Westport candidates talk education, abortion, jobs

WESTPORT — The candidates looking to represent Westport at the state level seem to differ most on education and jobs, while agreeing it’s a woman’s right to choose when it comes to abortion.

The six candidates recently shared their thoughts on various stances at the Westport-Weston Chamber of Commerce candidate forum.

Republican Toni Boucher and Democrat Ceci Maher are the candidates for the state’s 26th Senate District, Democrat Jonathan Steinberg and Republican Alma Sarelli are the candidates for the state’s 136th House District and Republican Nicole Hampton and Democrat Dominique Johnson are the candidates for the state’s 143rd House District.

Education seems to be the biggest difference among the candidates, particularly parental involvement.

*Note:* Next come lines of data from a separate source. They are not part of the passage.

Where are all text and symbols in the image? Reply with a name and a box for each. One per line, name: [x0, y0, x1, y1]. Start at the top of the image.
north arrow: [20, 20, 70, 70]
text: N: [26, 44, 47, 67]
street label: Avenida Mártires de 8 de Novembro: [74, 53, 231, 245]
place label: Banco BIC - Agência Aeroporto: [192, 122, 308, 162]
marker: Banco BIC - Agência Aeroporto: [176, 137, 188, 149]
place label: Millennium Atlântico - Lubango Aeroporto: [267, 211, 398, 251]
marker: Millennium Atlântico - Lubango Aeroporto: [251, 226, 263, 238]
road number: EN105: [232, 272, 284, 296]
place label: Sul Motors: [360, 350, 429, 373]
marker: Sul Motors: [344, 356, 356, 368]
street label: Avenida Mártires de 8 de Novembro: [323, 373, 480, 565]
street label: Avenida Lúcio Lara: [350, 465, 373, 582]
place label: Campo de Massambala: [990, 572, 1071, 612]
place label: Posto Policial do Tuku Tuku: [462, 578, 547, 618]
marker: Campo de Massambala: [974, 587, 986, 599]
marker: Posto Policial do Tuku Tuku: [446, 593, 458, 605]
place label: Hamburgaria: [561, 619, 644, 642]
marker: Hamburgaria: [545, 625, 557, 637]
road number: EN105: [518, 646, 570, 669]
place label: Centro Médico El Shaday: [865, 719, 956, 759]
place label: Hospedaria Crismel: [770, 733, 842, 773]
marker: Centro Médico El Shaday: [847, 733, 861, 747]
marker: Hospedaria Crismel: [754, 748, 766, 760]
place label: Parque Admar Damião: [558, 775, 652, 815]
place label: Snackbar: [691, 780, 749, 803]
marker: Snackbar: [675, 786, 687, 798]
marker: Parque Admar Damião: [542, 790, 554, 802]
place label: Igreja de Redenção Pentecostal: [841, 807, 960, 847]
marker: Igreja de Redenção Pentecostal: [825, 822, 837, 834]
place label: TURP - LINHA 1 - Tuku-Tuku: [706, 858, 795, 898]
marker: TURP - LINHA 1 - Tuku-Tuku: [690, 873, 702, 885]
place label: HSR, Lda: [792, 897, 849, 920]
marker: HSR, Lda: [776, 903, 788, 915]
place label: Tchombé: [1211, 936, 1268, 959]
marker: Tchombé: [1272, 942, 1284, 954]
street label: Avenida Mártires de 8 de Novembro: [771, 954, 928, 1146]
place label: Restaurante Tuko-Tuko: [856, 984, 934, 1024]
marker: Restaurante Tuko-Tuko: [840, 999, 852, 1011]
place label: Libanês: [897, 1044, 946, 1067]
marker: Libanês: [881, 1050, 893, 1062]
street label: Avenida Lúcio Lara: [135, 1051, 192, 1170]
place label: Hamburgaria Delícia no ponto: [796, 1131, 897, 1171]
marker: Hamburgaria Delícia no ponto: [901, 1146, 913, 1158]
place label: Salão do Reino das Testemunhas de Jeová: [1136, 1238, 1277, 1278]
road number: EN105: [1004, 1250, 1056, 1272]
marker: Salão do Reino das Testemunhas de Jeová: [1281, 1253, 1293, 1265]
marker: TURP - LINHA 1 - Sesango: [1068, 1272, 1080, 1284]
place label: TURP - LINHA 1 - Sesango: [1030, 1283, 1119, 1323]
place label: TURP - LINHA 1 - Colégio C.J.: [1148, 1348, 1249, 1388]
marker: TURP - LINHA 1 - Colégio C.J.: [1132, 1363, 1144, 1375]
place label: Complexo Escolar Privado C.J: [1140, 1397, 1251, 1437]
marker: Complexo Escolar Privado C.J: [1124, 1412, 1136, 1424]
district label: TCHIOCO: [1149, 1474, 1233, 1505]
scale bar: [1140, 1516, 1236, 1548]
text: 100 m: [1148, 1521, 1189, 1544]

“Connecticut needs a family-first act to ensure that (parents) are front and center when it comes to decisions about their family’s education and healthcare,” Sarelli said. “Parents should make the first decisions for their children.”

Steinberg said Westport is ranked the top high school in the state and the teachers were ranked second in the state.

“People come to this town because of our schools,” he said. “Parents have plenty of opportunity for input, via the PTA, via the board of ed meetings, this is a distraction brought on by a national, conservative organization, dedicated [to] the idea of ​​dividing parents and scaring them.”

Hampton said parent input was a real issue and there were a variety of things her child could do in the state without her consent.

Johnson said she has a doctorate in education and Westport should be proud of its education.

“We should value our teachers and what they give to our community,” Johnson said.

Maher said parents do have control and input, such as how parents can opt their children out of health classes.

Boucher said she was a high school language teacher after she graduated college.

“One of the best ways to kind of mute a lot of the criticism would be, basically, put the curriculum online, so parents have access to it and they know what’s going on in the schools,” Boucher said.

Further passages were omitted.